While many fear the economic harm from Brexit, the new storm is likely to be caused by the longer-term effect of the latest proposals from the Basel Committee on Banking Supervision, the global bank regulator, and this may prove more damaging to the economies of Europe. [...]
This latest Basel initiative is different. It is again asking banks to hold much more capital than they do today but is focused on traditional lending activities. These are just proposals — the industry’s response has been ferocious and there will be the usual negotiation. There is little doubt, however, that what finally emerges will result in capital requirement for lending activities going up and hence profitability going down.
Unlike previous high-profile retrenchments in the investment banking sector, it would be politically hazardous for a leading bank to announce plans to reduce lending to the real economy. Equally, though, it would be naive to think there will be no strategic response to the Basel recommendations. Banks do not have the luxury of absorbing further hits to their profits.
That does not mean regulators should simply abandon their plans to raise capital requirements for lending to the real economy. The rules covering these loans were crafted in the early 2000s and the financial crisis undoubtedly highlighted deficiencies in their models that need to be addressed.
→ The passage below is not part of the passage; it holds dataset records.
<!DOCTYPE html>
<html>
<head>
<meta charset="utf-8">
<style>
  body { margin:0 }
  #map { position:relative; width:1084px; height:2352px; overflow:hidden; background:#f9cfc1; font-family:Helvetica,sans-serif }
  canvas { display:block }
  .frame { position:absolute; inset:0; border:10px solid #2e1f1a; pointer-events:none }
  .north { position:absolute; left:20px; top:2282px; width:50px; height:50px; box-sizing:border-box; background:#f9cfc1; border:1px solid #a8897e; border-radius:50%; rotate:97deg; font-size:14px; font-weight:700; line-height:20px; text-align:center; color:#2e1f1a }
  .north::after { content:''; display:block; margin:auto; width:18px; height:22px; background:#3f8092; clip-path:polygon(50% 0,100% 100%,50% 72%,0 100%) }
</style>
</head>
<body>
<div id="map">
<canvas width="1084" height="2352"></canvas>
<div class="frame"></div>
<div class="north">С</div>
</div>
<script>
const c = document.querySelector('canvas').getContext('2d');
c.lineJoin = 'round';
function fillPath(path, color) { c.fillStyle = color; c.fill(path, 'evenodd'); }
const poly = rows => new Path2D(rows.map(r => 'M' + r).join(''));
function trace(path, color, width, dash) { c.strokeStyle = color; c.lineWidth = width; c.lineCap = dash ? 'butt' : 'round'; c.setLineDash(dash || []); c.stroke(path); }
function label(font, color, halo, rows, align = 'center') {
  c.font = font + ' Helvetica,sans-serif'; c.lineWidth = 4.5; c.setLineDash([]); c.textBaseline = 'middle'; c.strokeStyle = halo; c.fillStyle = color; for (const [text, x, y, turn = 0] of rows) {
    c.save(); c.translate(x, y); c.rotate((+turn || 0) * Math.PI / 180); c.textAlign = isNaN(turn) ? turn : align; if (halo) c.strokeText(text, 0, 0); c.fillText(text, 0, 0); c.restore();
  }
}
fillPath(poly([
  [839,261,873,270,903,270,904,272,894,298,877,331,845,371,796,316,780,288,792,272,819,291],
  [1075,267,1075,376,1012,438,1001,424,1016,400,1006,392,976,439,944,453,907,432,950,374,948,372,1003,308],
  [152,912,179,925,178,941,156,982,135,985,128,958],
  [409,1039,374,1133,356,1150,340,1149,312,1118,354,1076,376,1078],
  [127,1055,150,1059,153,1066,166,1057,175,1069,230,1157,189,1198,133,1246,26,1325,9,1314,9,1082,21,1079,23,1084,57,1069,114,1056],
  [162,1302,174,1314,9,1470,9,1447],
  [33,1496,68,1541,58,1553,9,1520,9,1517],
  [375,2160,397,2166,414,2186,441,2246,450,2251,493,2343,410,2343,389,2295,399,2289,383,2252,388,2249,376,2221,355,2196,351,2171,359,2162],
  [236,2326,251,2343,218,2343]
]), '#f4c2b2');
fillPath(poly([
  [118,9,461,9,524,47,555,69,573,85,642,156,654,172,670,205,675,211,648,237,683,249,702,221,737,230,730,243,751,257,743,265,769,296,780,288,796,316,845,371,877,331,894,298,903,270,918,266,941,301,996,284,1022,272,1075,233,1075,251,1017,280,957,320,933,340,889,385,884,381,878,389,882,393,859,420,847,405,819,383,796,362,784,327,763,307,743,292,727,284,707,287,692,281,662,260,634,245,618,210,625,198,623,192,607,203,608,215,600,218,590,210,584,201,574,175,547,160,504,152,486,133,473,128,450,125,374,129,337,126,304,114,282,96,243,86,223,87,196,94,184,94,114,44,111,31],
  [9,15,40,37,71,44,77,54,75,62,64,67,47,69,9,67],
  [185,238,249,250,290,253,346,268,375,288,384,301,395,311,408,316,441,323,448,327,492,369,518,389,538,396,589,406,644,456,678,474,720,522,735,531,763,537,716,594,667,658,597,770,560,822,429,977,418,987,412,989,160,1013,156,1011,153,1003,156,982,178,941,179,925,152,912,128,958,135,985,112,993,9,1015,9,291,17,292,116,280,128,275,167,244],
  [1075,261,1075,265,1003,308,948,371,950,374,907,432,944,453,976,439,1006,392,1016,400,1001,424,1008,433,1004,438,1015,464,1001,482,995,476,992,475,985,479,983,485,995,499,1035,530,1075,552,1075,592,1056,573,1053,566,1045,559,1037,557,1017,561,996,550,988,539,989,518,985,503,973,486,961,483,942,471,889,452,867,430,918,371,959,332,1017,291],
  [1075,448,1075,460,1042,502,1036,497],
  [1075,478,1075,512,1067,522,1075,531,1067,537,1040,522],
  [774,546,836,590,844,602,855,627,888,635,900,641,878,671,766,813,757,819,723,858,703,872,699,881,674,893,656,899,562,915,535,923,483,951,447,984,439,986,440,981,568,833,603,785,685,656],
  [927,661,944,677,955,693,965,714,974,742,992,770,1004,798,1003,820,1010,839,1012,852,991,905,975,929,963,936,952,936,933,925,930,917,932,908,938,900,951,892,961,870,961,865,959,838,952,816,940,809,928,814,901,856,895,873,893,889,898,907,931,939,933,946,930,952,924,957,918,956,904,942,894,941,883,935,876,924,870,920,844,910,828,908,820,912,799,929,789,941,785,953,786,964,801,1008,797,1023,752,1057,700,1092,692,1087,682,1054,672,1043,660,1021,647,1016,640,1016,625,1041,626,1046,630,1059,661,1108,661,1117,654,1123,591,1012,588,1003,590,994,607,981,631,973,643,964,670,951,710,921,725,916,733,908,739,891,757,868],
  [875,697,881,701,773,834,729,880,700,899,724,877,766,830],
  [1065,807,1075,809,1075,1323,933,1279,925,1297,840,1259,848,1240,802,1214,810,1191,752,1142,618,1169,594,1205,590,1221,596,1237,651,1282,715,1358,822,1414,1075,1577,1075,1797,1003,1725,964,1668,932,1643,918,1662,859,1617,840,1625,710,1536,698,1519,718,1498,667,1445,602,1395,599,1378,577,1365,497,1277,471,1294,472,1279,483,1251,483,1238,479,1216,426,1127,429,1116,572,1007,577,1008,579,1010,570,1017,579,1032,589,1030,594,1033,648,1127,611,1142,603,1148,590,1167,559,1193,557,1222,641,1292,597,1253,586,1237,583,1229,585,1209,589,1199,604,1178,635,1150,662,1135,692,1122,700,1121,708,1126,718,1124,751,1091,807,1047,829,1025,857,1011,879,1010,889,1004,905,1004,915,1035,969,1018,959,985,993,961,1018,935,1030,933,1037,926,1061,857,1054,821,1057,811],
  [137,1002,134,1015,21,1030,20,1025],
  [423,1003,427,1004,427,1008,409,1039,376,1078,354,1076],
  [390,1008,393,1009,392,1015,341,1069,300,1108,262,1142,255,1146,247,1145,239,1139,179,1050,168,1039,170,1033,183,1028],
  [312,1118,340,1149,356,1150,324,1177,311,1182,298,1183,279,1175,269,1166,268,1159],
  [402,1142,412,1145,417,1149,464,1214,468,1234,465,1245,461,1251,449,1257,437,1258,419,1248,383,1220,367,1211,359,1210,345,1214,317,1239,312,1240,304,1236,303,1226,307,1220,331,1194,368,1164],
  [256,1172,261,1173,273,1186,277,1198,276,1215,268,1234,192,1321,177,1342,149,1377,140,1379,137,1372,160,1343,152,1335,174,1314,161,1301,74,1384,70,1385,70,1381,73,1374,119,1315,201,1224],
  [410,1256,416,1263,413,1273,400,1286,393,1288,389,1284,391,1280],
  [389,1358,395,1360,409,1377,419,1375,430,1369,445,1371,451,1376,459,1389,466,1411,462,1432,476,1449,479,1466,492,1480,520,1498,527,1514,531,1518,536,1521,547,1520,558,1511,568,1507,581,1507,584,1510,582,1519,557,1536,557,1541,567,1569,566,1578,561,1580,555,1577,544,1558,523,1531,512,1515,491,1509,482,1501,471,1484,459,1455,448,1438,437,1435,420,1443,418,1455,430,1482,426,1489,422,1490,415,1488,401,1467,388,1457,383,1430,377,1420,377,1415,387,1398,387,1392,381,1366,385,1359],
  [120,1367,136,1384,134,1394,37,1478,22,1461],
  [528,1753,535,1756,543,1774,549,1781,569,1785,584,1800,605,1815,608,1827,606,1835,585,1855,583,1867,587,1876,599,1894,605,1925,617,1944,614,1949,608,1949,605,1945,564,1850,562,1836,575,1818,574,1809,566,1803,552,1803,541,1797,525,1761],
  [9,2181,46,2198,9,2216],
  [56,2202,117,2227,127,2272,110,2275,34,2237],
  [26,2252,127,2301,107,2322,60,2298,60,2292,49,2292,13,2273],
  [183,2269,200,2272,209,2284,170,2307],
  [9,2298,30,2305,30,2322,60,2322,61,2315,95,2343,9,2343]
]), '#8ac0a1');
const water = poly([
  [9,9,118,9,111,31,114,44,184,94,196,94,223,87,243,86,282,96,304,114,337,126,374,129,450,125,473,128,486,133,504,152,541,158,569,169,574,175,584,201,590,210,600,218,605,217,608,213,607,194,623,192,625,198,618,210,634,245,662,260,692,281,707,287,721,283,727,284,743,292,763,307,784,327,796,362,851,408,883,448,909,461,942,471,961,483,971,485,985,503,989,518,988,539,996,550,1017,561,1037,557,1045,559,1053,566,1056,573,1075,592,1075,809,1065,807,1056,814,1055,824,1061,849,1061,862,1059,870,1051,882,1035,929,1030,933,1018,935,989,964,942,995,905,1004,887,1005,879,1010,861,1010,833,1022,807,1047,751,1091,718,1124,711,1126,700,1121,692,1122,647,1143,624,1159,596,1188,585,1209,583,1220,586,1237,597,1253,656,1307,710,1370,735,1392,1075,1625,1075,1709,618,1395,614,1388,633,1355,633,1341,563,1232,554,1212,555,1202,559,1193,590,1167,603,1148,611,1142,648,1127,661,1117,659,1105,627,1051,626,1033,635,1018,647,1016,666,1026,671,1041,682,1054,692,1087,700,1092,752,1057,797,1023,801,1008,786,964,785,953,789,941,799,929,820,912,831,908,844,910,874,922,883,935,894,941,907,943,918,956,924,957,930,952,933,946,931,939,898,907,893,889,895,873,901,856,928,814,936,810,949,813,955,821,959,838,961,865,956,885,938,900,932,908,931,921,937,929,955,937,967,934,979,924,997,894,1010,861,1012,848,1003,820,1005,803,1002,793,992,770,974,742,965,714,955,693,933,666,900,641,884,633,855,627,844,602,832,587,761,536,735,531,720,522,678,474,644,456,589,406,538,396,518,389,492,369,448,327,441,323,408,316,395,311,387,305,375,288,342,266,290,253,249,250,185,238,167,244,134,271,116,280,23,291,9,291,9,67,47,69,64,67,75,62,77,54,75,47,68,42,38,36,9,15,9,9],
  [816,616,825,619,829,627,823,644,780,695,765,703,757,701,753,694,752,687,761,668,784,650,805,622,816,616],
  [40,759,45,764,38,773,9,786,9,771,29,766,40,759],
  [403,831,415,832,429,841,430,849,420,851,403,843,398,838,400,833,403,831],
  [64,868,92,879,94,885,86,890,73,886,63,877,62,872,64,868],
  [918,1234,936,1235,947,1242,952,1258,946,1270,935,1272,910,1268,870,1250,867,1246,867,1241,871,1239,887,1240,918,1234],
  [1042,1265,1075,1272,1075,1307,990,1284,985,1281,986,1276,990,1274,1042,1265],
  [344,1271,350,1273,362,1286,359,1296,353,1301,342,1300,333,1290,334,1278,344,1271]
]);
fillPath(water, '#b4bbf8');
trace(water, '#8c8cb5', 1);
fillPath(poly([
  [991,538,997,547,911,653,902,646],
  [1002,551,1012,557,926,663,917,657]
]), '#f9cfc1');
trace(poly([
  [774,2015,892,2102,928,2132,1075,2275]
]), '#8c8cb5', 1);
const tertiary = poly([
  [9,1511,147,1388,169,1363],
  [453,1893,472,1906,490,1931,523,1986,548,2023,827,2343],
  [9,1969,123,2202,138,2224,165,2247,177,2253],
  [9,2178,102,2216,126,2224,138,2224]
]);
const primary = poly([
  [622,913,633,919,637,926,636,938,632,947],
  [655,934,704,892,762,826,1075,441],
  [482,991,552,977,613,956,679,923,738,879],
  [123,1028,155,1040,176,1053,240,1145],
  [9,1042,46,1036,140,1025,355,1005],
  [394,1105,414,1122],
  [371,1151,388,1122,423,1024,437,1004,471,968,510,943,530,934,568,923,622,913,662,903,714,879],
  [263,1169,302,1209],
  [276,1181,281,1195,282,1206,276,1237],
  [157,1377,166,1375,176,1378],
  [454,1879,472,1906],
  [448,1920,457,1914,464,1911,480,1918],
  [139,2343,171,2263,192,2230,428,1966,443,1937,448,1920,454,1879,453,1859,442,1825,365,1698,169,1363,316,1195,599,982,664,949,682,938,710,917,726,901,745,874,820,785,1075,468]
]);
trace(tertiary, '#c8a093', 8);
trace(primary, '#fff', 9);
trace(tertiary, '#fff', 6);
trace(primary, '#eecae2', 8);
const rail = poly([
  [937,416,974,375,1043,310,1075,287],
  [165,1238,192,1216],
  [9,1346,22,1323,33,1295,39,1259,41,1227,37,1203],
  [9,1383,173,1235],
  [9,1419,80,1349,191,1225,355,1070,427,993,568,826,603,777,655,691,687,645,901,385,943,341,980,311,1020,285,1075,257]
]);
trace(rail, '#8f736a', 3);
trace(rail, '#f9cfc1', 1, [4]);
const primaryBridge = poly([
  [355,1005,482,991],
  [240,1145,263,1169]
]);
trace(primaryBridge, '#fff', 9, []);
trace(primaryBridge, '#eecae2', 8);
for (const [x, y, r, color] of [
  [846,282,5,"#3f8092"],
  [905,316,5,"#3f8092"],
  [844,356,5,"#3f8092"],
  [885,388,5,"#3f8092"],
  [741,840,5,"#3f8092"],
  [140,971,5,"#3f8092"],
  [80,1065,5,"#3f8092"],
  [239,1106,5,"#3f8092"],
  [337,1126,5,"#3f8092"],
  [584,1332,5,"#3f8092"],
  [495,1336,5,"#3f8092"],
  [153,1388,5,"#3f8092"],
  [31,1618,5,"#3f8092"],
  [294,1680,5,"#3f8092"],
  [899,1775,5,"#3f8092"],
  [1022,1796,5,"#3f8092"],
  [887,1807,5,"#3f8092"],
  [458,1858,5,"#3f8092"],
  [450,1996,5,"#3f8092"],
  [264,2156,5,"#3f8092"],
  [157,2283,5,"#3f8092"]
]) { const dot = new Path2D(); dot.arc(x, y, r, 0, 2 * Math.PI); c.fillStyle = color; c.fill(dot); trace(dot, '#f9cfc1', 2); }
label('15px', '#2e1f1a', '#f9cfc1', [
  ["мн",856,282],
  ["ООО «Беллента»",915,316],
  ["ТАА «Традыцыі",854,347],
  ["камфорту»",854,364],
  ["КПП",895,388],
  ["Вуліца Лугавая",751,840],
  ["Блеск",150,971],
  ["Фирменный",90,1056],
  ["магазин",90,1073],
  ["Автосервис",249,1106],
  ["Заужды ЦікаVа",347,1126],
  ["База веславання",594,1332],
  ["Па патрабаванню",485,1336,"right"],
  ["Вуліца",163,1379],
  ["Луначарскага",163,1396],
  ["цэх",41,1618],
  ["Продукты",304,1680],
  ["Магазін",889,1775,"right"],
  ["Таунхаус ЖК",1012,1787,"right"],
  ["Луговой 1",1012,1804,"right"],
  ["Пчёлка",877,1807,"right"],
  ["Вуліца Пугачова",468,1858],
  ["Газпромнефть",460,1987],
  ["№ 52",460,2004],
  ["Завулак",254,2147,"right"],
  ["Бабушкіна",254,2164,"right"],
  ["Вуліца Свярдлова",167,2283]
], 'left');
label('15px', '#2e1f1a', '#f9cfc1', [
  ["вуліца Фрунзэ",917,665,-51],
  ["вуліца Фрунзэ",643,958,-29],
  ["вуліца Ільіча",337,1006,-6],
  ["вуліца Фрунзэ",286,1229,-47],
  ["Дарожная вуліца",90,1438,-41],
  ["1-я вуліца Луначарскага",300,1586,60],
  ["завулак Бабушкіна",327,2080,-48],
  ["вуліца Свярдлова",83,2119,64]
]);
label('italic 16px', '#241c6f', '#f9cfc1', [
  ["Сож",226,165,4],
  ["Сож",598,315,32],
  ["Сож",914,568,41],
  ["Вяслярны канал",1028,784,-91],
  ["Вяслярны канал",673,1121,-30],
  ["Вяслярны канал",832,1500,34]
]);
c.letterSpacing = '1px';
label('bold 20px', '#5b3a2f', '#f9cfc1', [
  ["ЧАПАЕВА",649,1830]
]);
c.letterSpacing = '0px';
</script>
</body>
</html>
However, regulators should be realistic about the effect that these rules will have. If the return on equity from mortgage lending or corporate lending falls by more than half — as has been widely estimated under the proposals as drafted — then banks will either ration lending in these areas or try to raise prices. Doing nothing is not an option.
What regulators and policymakers in Europe need to focus on instead, therefore, are the consequences of these proposed rule changes. Their priority should be developing financing solutions other than banks from which customers can borrow.